#### Collected data entries
--------------------------------------------------

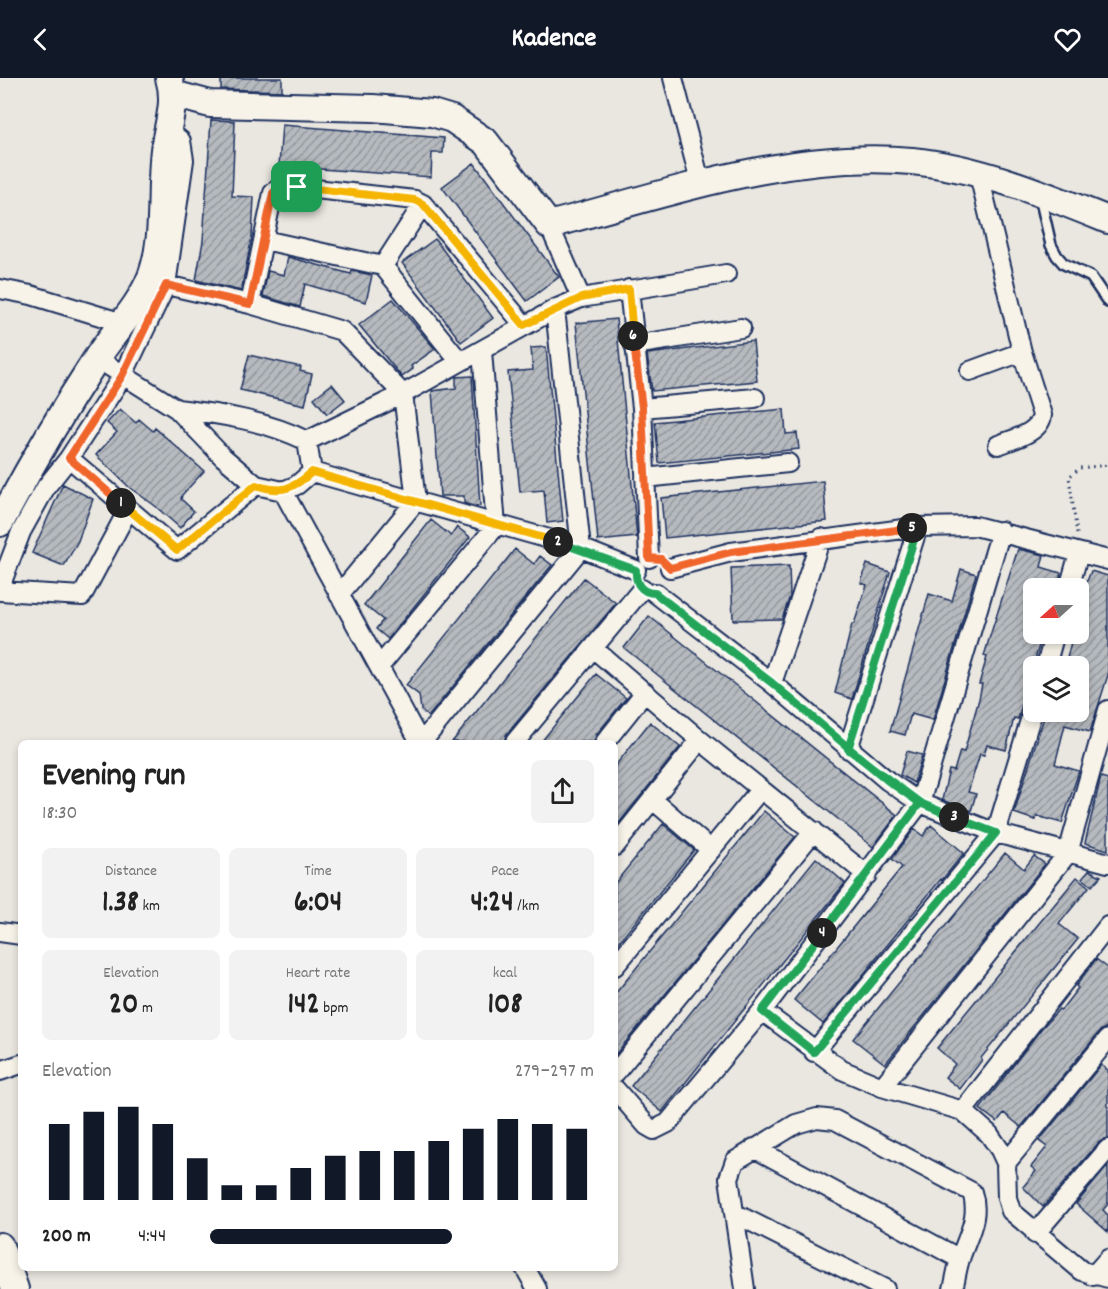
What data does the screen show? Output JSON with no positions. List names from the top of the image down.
{
  "north": "left",
  "page": {
    "header": "Kadence",
    "pins": [
      "6",
      "1",
      "5",
      "2",
      "3",
      "4"
    ],
    "heading": ["Evening run", "18:30"],
    "stats": [
      ["Distance", "1.38 km"],
      ["Time", "6:04"],
      ["Pace", "4:24 /km"],
      ["Elevation", "20 m"],
      ["Heart rate", "142 bpm"],
      ["kcal", "108"]
    ],
    "chart": ["Elevation", "279–297 m"],
    "list": [
      {
        "name": "200 m",
        "note": "4:44"
      }
    ]
  }
}
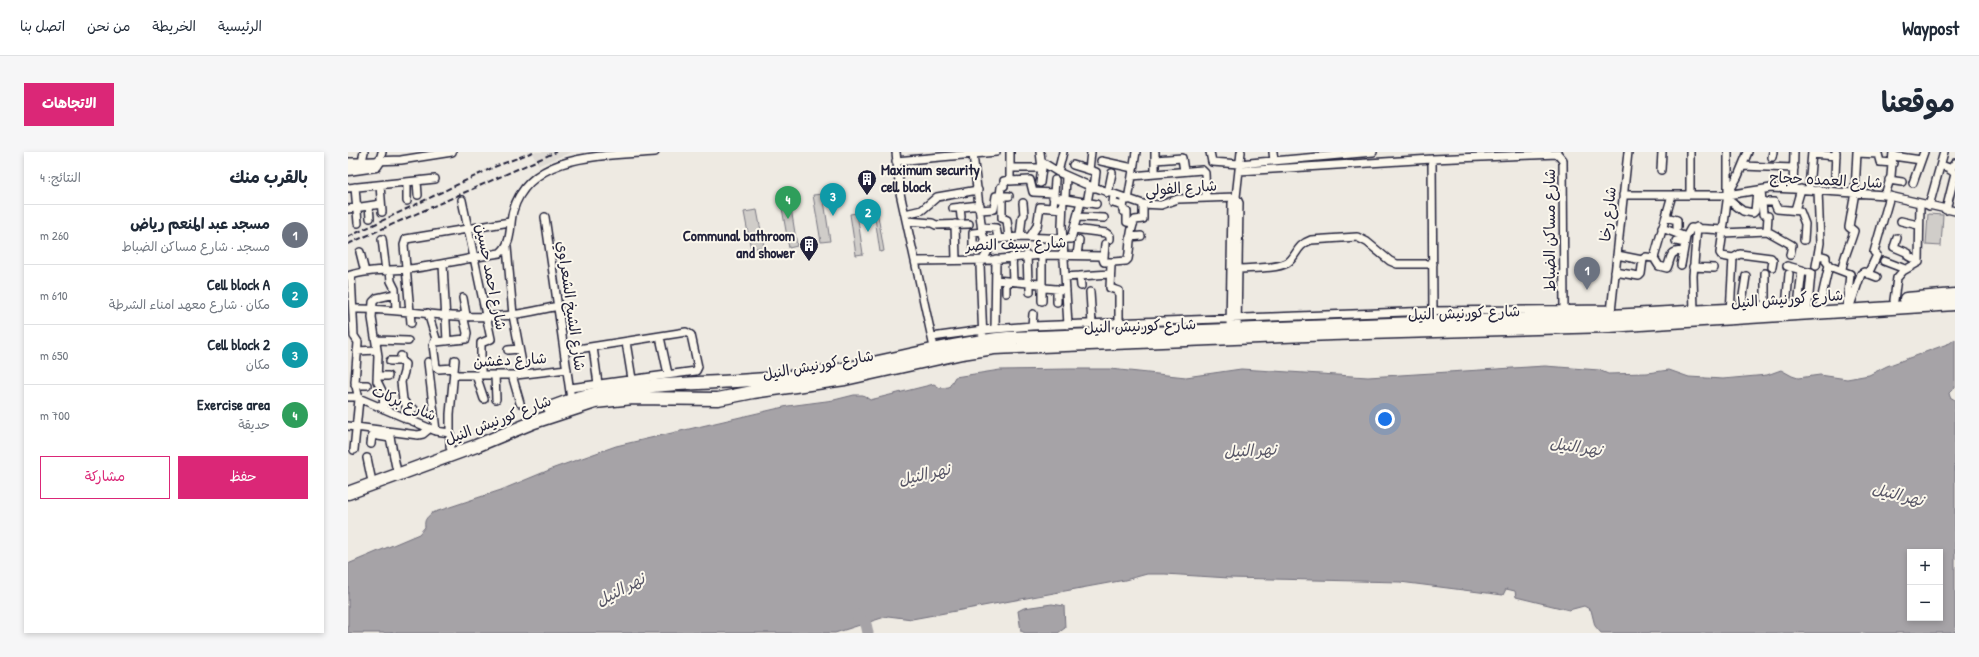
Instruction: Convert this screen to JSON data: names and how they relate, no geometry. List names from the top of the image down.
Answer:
{
  "streets": {
    "highway": ["شارع كورنيش النيل"],
    "street": [
      "شارع العمده حجاج",
      "شارع الفولي",
      "شارع رخا",
      "شارع مساكن الضباط",
      "شارع سيف النصر",
      "شارع احمد حسين",
      "شارع الشيخ الشعراوي",
      "شارع دغشن",
      "شارع بركات"
    ]
  },
  "crossings": [
    ["شارع العمده حجاج", "شارع رخا"],
    ["شارع رخا", "شارع كورنيش النيل"],
    ["شارع مساكن الضباط", "شارع كورنيش النيل"],
    ["شارع احمد حسين", "شارع دغشن"],
    ["شارع كورنيش النيل", "شارع الشيخ الشعراوي"],
    ["شارع الشيخ الشعراوي", "شارع دغشن"]
  ],
  "water": ["نهر النيل"],
  "places": {
    "building": ["Maximum security cell block", "Communal bathroom and shower"]
  },
  "page": {
    "header": "Waypost",
    "nav": [
      "الرئيسية",
      "الخريطة",
      "من نحن",
      "اتصل بنا"
    ],
    "title": "موقعنا",
    "buttons": [
      "الاتجاهات",
      ["حفظ", "مشاركة"]
    ],
    "heading": ["بالقرب منك", "النتائج: 4"],
    "pins": [
      "3",
      "4",
      "2",
      "1"
    ],
    "list": [
      {
        "mark": "1",
        "name": "مسجد عبد المنعم رياض",
        "note": "مسجد · شارع مساكن الضباط",
        "value": "260 m"
      },
      {
        "mark": "2",
        "name": "Cell block A",
        "note": "مكان · شارع معهد امناء الشرطة",
        "value": "610 m"
      },
      {
        "mark": "3",
        "name": "Cell block 2",
        "note": "مكان",
        "value": "650 m"
      },
      {
        "mark": "4",
        "name": "Exercise area",
        "note": "حديقة",
        "value": "700 m"
      }
    ],
    "map_buttons": ["+", "−"]
  }
}
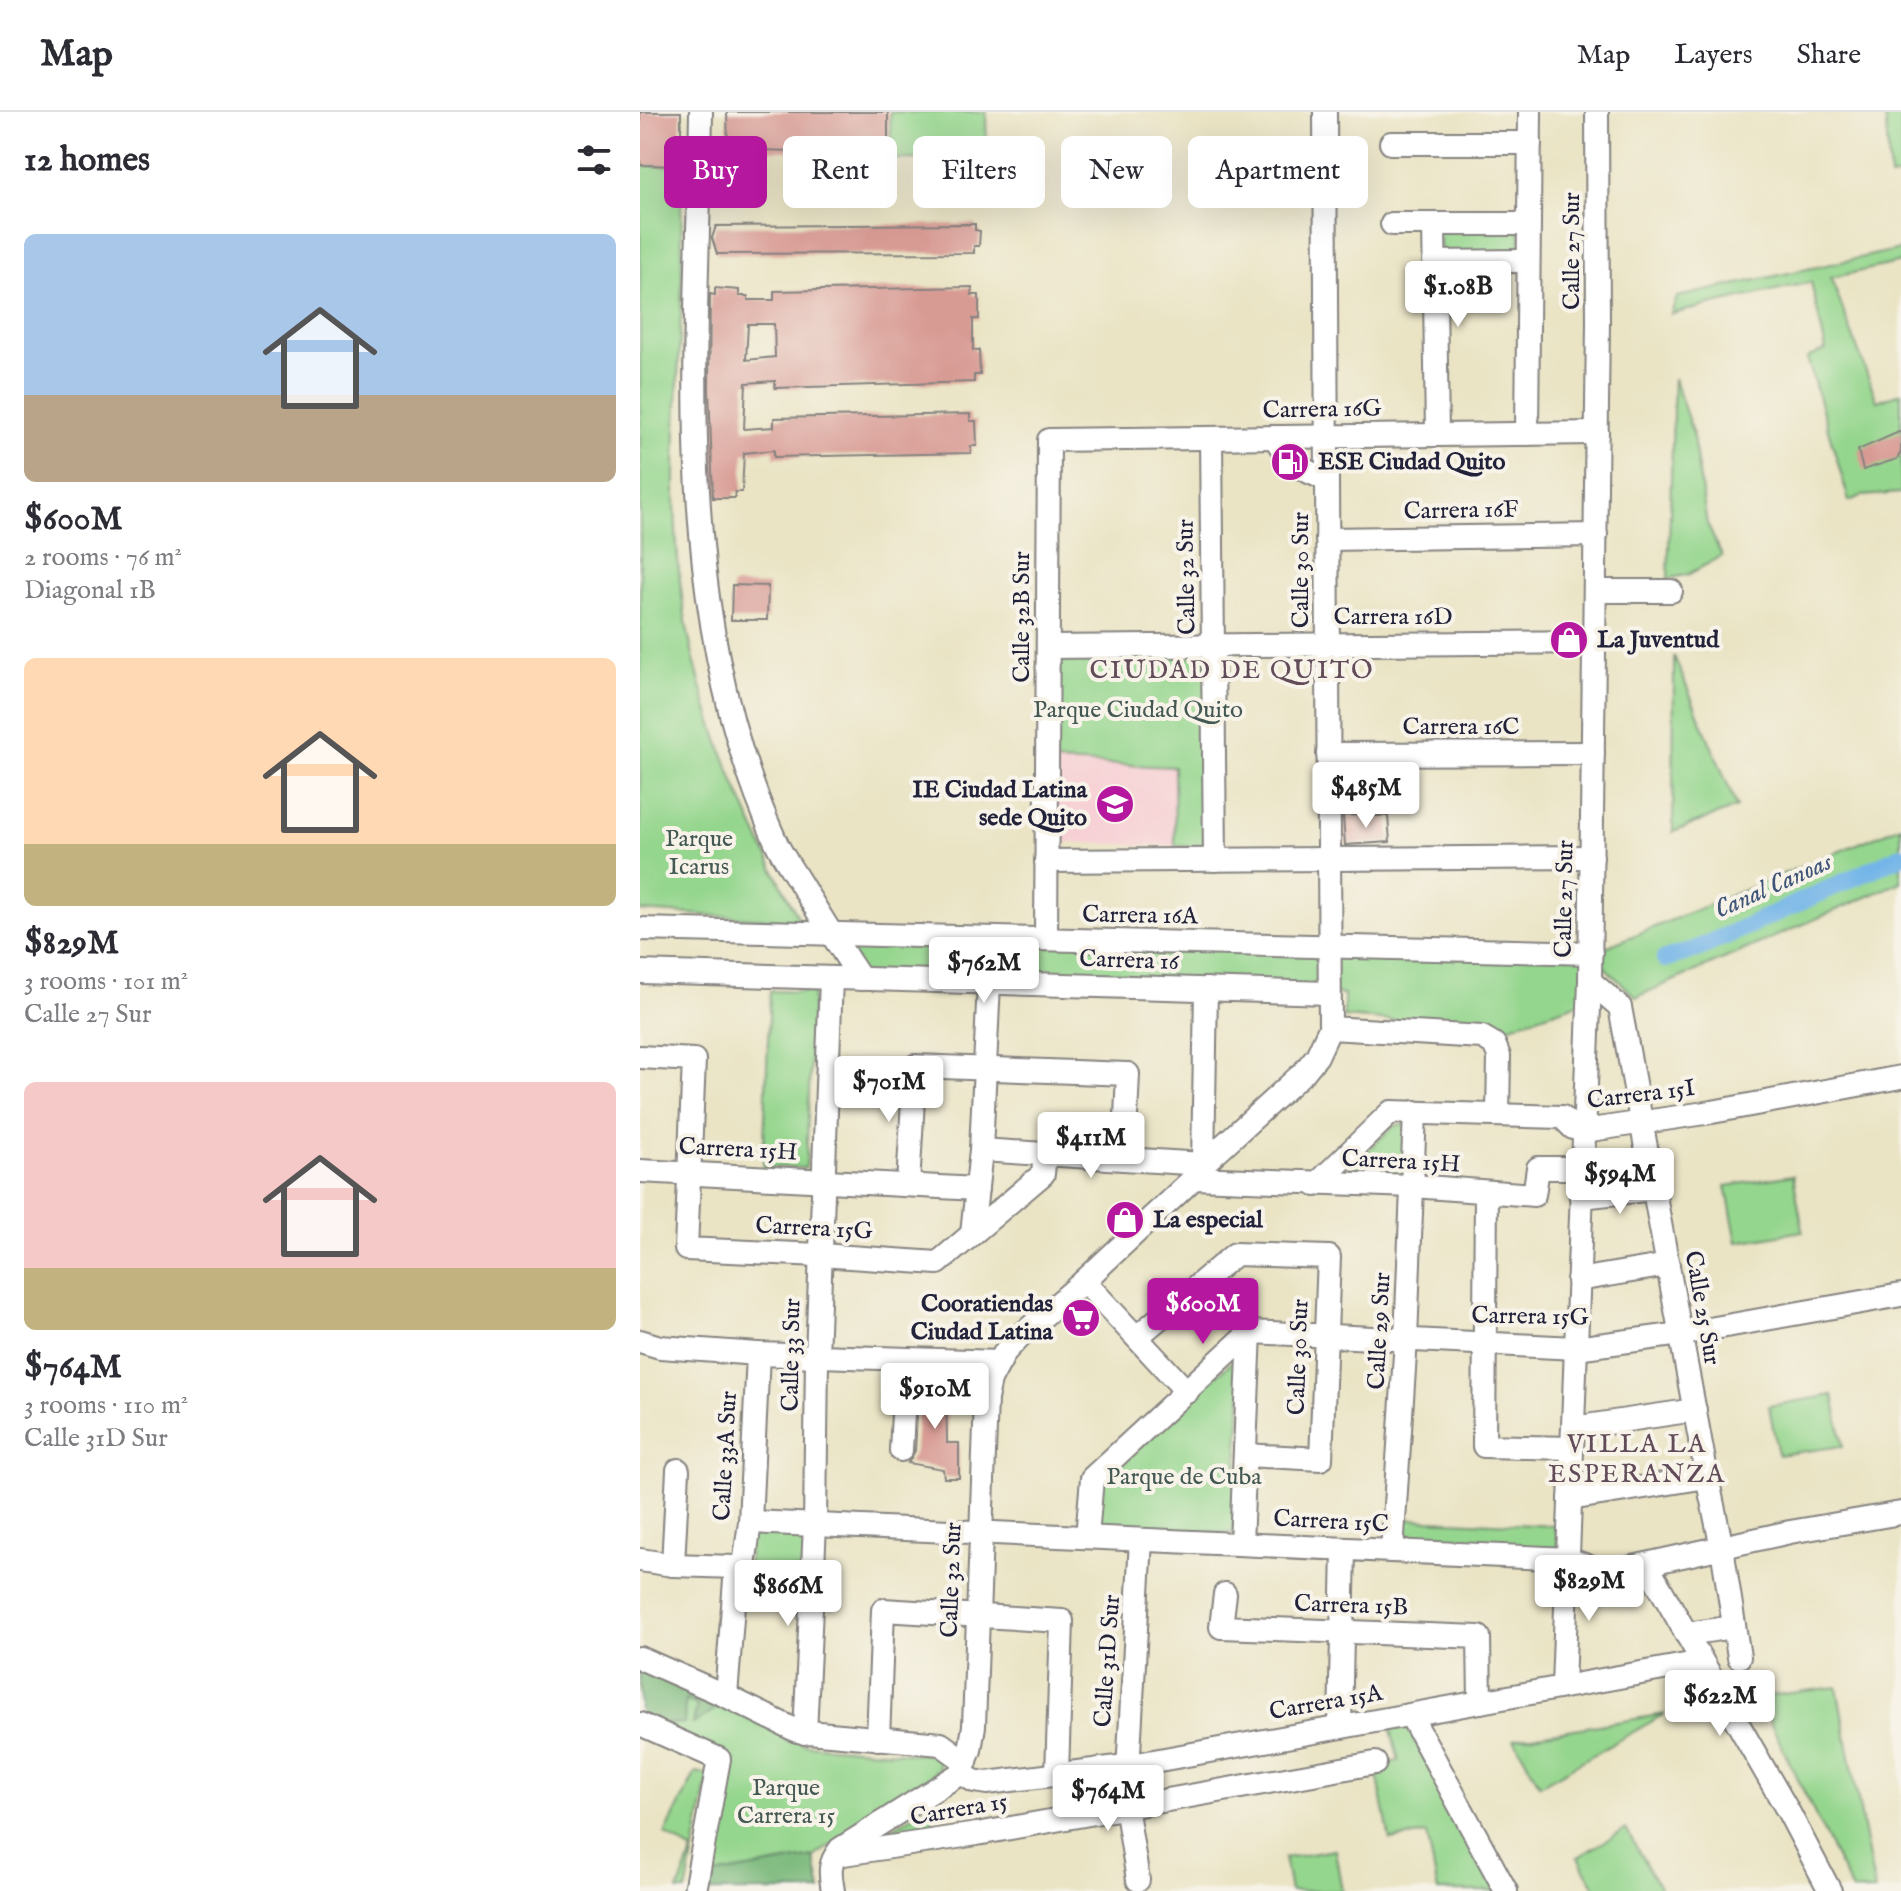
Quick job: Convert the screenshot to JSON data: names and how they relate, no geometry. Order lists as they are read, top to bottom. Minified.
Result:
{"streets":{"street":["Calle 27 Sur","Carrera 16G","Carrera 16F","Calle 30 Sur","Calle 32 Sur","Calle 32B Sur","Carrera 16D","Carrera 16C","Carrera 16A","Carrera 16","Carrera 15I","Carrera 15H","Carrera 15G","Calle 25 Sur","Calle 29 Sur","Calle 33 Sur","Calle 33A Sur","Carrera 15C","Carrera 15B","Calle 31D Sur","Carrera 15A","Carrera 15"]},"crossings":[["Calle 27 Sur","Carrera 16G"],["Calle 27 Sur","Carrera 16F"],["Calle 27 Sur","Carrera 16D"],["Calle 27 Sur","Carrera 16C"],["Calle 27 Sur","Carrera 16A"],["Calle 27 Sur","Carrera 15I"],["Calle 27 Sur","Carrera 15H"],["Calle 27 Sur","Carrera 15G"],["Calle 27 Sur","Calle 25 Sur"],["Calle 27 Sur","Carrera 15C"],["Calle 27 Sur","Carrera 15A"],["Carrera 16G","Calle 30 Sur"],["Carrera 16G","Calle 32 Sur"],["Carrera 16G","Calle 32B Sur"],["Carrera 16F","Calle 30 Sur"],["Calle 30 Sur","Calle 32 Sur"],["Calle 30 Sur","Carrera 16D"],["Calle 30 Sur","Carrera 16C"],["Calle 30 Sur","Carrera 16A"],["Calle 30 Sur","Carrera 16"],["Calle 30 Sur","Carrera 15G"],["Calle 32 Sur","Carrera 16D"],["Calle 32 Sur","Carrera 15H"],["Calle 32 Sur","Carrera 15C"],["Calle 32 Sur","Carrera 15A"],["Calle 32B Sur","Carrera 16D"],["Calle 32B Sur","Carrera 16A"],["Carrera 16","Calle 33 Sur"],["Carrera 15I","Carrera 15H"],["Carrera 15I","Calle 25 Sur"],["Carrera 15I","Calle 29 Sur"],["Carrera 15H","Carrera 15G"],["Carrera 15H","Calle 29 Sur"],["Carrera 15H","Calle 33 Sur"],["Carrera 15G","Calle 25 Sur"],["Carrera 15G","Calle 29 Sur"],["Carrera 15G","Calle 33 Sur"],["Calle 25 Sur","Carrera 15C"],["Calle 29 Sur","Carrera 15C"],["Calle 33 Sur","Carrera 15C"],["Calle 33 Sur","Carrera 15A"],["Calle 33A Sur","Carrera 15C"],["Calle 33A Sur","Carrera 15A"],["Carrera 15C","Calle 31D Sur"],["Carrera 15B","Carrera 15A"],["Calle 31D Sur","Carrera 15A"],["Calle 31D Sur","Carrera 15"]],"districts":["CIUDAD DE QUITO","VILLA LA ESPERANZA"],"water":["Canal Canoas"],"parks":["Parque Ciudad Quito","Parque Icarus","Parque de Cuba","Parque Carrera 15"],"places":{"fuel station":["ESE Ciudad Quito"],"shop":["La Juventud","La especial"],"school or university":["IE Ciudad Latina sede Quito"],"supermarket":["Cooratiendas Ciudad Latina"]},"page":{"header":"Map","nav":["Map","Layers","Share"],"heading":"12 homes","chip":["Buy","Rent","Filters","New","Apartment"],"list":[{"name":"$600M","note":"2 rooms · 76 m² · Diagonal 1B"},{"name":"$829M","note":"3 rooms · 101 m² · Calle 27 Sur"},{"name":"$764M","note":"3 rooms · 110 m² · Calle 31D Sur"}],"price":["$1.08B","$485M","$762M","$701M","$411M","$594M","$600M","$910M","$829M","$866M","$622M","$764M"]}}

--------------------------------------------------

#### What you are asked to do
Only the number is required: state how many lines of the entries hold the word "النيل".

#### Task answer
5